IAG’s shares flew up by 5.84% or 37.4p during the session, closing the day at 678p, making it one of the top risers on the FTSE 100 which ended the day up 0.86% or 64.45 points at 7,567.14.
It came as IAG reported a sharp increase in first quarter profit on Friday, helped in part by the timing of Easter.
Operating profit in the three months to March 31 rose 75% to 280 million euros (£247 million), traditionally the weakest quarter of the year for airlines, while underlying revenues rose 1%.
George Salmon, an equity analyst at Hargreaves Lansdown, said: “IAG is adding more passengers, and its planes are taking off with fewer empty seats. That’s helping the top line grow nicely.
“But we think the really impressive part of these results is the group’s tighter grip on controllable costs.”

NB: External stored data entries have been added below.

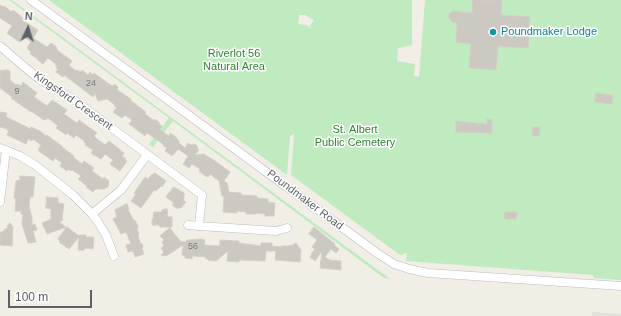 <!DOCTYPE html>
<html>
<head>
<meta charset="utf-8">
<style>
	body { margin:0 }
	#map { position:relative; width:621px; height:316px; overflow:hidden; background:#f0eee5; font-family:Arial,sans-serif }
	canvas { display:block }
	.north { position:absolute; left:8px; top:8px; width:40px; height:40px; -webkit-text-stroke:3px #fff; paint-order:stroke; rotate:4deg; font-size:11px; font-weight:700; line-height:16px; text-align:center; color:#5d6167 }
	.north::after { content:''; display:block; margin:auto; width:14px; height:18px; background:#5d6167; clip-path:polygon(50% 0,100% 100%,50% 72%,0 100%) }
	.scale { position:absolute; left:8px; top:290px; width:84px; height:18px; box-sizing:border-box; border:2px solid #5d6167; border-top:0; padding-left:5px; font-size:12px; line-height:14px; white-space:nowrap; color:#5d6167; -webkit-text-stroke:3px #fff; paint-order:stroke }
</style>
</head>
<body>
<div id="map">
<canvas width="621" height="316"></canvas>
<div class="north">N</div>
<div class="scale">100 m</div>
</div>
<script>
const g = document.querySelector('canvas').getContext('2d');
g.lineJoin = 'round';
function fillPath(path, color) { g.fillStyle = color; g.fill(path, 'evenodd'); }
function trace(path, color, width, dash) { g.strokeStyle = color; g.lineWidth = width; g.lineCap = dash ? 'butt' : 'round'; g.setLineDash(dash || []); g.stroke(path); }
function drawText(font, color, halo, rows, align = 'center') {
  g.font = font + ' Arial,sans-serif'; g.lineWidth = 3; g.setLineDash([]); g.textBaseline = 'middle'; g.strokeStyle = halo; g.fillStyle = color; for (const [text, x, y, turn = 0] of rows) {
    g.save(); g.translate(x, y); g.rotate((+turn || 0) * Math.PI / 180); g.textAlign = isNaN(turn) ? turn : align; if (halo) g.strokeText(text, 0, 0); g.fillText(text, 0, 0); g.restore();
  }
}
const industrial = new Path2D(`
	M592,312L621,314V316H592Z`);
const green = new Path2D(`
	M9,0H12L390,279L384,278L173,121L153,147L149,144L169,118Z
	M49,0H412V45L398,48L397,61L415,64L414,76L419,77L425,0H621V280L594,278L593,275L406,261L407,253L400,255L291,175L294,134L290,136L287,175ZM299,15H305L314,20L310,26L312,29L306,25L298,24Z`);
const building = new Path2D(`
	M473,0H502L501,15L530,17L528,48L498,46L496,70L469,68L471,44L456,42L457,23L452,22L449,18V14L453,11L472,13Z
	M0,5L3,7L4,6L12,12L13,10L23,18L22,20L38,30L33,38L47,47L51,43L54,45L57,48V50L72,61L69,65L76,71L77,70L81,72L82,70L88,75L90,72L93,75L94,73L109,84L113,86L114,84L118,87L117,89L119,91L131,99L130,100L146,112L145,114L155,121V119L160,123L159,124L162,126L160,130L169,136L170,133L177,138V139L179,141V143L185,148L188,143L191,145L195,144L197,146L198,150H199L195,155L204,154L215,161L230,172L224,181L227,183L229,192L241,193V195L257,196V198L268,199V202L275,203L274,216H265V214L256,213V214H246V212L237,211V213L223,212L224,196H222L219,181L210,174L208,177L204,175L199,171L200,169L192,164L189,168L183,164L188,156L178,149L172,156L165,151L167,148L163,145V144L147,133L145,136L129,124L132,120L125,115L122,118L113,112L117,107L114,106L115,105L107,99L98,101L95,94L93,97L64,75L63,77L56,72L58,69L56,68L57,66L55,65L56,64L48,58L43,64L38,60V59L30,54L31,52L27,48L31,42L23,36L19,42L7,33L12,26L0,18Z
	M8,70L10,71V80L16,85L17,84L21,86L23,82L37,93L34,97L47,106L52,100L67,110L64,114L77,123L79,120L97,133L94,136L97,139L105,145L109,141L124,153L122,156L126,159L125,160L127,161L120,171L110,164L113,160L105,154L101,159L95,155V156L91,153L93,150L85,145L86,144L84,142V141L76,135L74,138L67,133L66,135L56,128L58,126L48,118L46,120L44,119V120L31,111V112L11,98L12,97L0,88V71Z
	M596,93L613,95L612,104L595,102Z
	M0,112L7,113L6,117L31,129V127L40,131L46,136L47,135L63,147H62L74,156L73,157L82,164L84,161L94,168L92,171L103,179L104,177L109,181L108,187L104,189H96L93,192L86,187L87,186L78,179L81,176L72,170L71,171L68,169L67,171L60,166L62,163L55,158L53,161L40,152L38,150L41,145L33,139L32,141L28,139L26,144L7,135L9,131L7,130V129L0,127Z
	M487,119L492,120V133L456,132V121L487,124Z
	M533,127H540L539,136H533Z
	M155,173L166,181L162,187L161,186L156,191L154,190L141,208L131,201L136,194L134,193L145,177L148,179L152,174L153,175Z
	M20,176L35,177L33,197H30L29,206L32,218V225L35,224L37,230L33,231L36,242L30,243V242L28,243L22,224L23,214H21V211H15L16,198H14L16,181L20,180Z
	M174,187L184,193V199L183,200L186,202L181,208L180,207L178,209L172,205L174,203L166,197Z
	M47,197L58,198V203L64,204L62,218L63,220L59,222L66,227L47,234L42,223L51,219V209L46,208Z
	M127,204L129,209L128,210L134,221L135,220L138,226L137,229L139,234L138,235L140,243L142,244L143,246L142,248L144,254L135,257L133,251L128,252L126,245L131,244L126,232L121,234L113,219L117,217L115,210Z
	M167,209L168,217H172V227H160L159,225H152V219H153L154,212H162V210Z
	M505,212H517L516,219H505Z
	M10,223L13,227L12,246L0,245V232H3V231L8,227L7,226Z
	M67,227L79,236V235H86V237H94L93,249L85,248L84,250H78L79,237L69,249L59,242L60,241L58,239Z
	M314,227L335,244L334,245L339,249L336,253L331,249L325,257L330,260L341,261V270L320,268L322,251L315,261L310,257L312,254H311L315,249L312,247L317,240L309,234Z
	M170,228L180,241L185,242L187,240L202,239L205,240L204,245L220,246V240L239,241V243L261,246V243H272V246L281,247V246H289L291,245V246L296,243L301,250L300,262L275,260L276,251H266L265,261L239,260V262L227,261L228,251L216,261L208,260L209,259H206V257L192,256V259L185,258V256L182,255L183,245L168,255L165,256L161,255L164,252L161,248L164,246L162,242L164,240L160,236Z`);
const minor = new Path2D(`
	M31,0L179,108L377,253L394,264L409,269L428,273L621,286
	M0,46L27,69L39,79L74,100L202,195L199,226L188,225
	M0,148L20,156L35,165L73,195L92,214L98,222L106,235L114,256
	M0,202L6,150
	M92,214L121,190L147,155
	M199,226L276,231L287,228`);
const markers = [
	[493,32,4,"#0f9aa8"]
];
const numberNames = [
	["24",91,84],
	["9",17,92],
	["56",193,247]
];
const cultureNames = [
	["Poundmaker Lodge",501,32]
];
const parkNames = [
	["Riverlot 56",234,54],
	["Natural Area",234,67],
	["St. Albert",355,130],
	["Public Cemetery",355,143]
];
const streetNames = [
	["Kingsford Crescent",73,101,35],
	["Poundmaker Road",305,200,37]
];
fillPath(industrial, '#e1e0da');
fillPath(green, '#c0eac0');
fillPath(building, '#ccc8c2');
trace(building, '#d6d0c3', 1);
trace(minor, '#b8bbc0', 9);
trace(minor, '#fff', 8);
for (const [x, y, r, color] of markers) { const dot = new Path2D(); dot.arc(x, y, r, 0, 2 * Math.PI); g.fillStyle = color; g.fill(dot); trace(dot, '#fff', 1.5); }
drawText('9px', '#797b7e', null, numberNames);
drawText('11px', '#0d838f', '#fff', cultureNames, 'left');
drawText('11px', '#2e8533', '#fff', parkNames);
drawText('11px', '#5d6167', '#fff', streetNames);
</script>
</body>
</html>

It also emerged during the day that Norwegian Air Shuttle (NAS) had rejected two takeover offers from IAG.
Pearson’s shares also jumped up after it said its “cost efficiency programme” was on track to deliver £300 million of annualised savings by 2020.

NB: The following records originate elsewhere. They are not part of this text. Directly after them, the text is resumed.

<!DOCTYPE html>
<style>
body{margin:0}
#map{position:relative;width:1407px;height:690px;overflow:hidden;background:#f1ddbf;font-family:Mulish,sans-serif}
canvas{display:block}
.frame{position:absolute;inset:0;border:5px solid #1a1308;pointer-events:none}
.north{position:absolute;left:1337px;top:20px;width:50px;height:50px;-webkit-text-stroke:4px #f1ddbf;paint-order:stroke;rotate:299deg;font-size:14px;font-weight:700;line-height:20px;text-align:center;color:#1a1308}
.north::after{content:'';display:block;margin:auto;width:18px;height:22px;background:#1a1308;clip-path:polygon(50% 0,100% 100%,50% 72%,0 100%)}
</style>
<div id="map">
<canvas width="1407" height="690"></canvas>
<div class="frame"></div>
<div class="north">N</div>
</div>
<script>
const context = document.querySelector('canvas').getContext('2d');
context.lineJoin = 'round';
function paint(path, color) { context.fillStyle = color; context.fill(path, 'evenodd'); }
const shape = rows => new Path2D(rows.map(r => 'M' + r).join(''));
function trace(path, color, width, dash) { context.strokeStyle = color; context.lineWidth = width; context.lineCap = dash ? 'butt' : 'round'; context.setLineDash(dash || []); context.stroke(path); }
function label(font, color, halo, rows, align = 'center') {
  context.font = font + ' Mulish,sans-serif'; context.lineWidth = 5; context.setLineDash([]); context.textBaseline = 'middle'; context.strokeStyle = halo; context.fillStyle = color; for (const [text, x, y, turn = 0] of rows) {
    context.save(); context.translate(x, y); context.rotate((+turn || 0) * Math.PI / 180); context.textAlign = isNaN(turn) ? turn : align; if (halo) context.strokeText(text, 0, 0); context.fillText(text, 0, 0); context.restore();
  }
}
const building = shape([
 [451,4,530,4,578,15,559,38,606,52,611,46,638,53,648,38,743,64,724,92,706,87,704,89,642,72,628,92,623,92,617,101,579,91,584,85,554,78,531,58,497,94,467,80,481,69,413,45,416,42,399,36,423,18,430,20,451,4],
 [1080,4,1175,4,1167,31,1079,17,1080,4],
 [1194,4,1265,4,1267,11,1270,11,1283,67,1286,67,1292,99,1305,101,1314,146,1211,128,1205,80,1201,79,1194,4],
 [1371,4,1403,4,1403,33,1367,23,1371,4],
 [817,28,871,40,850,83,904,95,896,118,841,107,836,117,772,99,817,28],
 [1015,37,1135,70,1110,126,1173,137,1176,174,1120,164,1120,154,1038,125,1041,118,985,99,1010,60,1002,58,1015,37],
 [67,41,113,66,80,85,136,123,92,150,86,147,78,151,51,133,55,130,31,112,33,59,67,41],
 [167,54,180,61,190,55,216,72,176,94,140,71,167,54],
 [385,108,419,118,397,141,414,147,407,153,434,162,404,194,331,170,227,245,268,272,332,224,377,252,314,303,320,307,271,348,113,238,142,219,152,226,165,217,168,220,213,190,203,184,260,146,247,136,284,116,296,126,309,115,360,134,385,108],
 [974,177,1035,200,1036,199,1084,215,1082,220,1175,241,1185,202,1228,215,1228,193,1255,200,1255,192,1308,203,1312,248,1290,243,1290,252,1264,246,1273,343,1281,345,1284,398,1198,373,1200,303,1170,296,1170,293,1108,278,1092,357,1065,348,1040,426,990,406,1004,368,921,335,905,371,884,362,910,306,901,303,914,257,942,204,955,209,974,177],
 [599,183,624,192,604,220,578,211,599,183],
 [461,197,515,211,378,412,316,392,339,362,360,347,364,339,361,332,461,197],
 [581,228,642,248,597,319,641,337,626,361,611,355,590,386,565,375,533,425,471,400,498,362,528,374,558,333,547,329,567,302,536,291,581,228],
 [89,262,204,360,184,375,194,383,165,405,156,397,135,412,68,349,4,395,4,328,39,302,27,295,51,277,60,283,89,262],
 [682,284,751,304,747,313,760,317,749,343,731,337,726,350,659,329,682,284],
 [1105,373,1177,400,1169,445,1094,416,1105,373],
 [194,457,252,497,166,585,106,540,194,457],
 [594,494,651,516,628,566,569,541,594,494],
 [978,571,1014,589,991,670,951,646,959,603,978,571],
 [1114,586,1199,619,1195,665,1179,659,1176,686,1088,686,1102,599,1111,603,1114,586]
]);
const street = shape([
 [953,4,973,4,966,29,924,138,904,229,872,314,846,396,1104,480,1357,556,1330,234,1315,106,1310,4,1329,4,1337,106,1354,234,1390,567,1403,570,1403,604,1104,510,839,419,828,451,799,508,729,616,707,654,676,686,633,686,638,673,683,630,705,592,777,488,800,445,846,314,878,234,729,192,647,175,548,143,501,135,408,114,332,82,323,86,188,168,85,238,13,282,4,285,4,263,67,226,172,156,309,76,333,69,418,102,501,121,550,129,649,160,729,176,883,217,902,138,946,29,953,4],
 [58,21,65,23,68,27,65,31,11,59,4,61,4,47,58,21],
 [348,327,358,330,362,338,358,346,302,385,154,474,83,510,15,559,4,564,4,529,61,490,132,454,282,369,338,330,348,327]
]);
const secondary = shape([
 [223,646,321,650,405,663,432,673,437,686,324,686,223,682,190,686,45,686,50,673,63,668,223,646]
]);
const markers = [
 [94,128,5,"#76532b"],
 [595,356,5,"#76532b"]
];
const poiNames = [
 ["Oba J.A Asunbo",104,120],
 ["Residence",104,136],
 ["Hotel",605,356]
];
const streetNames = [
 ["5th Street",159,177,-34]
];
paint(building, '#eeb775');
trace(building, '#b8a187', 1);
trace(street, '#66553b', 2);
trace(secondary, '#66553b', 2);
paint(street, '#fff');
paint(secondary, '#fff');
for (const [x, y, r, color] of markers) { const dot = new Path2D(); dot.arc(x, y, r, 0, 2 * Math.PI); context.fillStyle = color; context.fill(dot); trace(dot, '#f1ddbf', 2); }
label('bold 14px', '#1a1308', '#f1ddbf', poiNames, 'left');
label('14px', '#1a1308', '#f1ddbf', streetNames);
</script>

The group was the top FTSE 100 riser on the news, with shares closing the day 7.66% or 63.6p higher at 893.6p.
Across Europe, France’s Cac 40 was up 0.26%, while the Dax in Germany rose 1.02%.
Sterling was down on the strength of the US dollar following healthy jobs data from across the pond.
US non-farm payroll data showed the unemployment rate fell to 3.9% in April, an 18-year low, although non-farm payrolls rose by just 164,000, less than analysts were expecting.
Sterling was down 0.37% against the dollar at 1.352. Against the euro, the pound was flat at 1.133.
David Madden, market analyst at CMC Markets, said: “These number weren’t amazing, but the US jobs market is healthy. The earnings figures were a little disappointing.
“March earnings were revised lower too. Earnings data has become more important recently, and today’s numbers point to a plateauing in the US economy.”
In oil markets, Brent crude prices were relatively stable, rising 1.62% to 74.85 US dollars per barrel.
In UK stocks, HSBC’s shares were hit after it revealed a surprise drop in profits.
The London-based banking giant saw pre-tax profit slip 4% in the period to 4.8 billion US dollars (£3.5 billion), largely due to a hike in operating expenses.
The bank also announced a two billion US dollar (£1.5 billion) share buyback. Shares were down 0.96% or 6.9p at 714.4p.
Fantasy miniatures maker Games Workshop upgraded its profits forecast for the full year, but the retailer’s shares remained fairly flat over the session.
The Nottingham-based group said that a solid few months of sales in the three months to April 30 will help full-year profits to come in “slightly above expectations”. Stellar results have been helped by online sales and the continued popularity of tabletop game Warhammer. Shares closed the day up 0.2% or 5p at 2,445p.
The biggest risers on the FTSE 100 were Pearson up 63.6p to 893.6p, IAG up 37.4p to 678p, Reckitt Benckiser up 167p to 5,727p and BHP Billiton up 43.4p to 1,601.4p.
The biggest fallers on the FTSE 100 were Evraz down 8.4p to 481.6p, Standard Life Aberdeen down 5.4p to 362.3p, Berkeley Group down 47p to 4,076p and HSBC down 6.9p to 714.4p.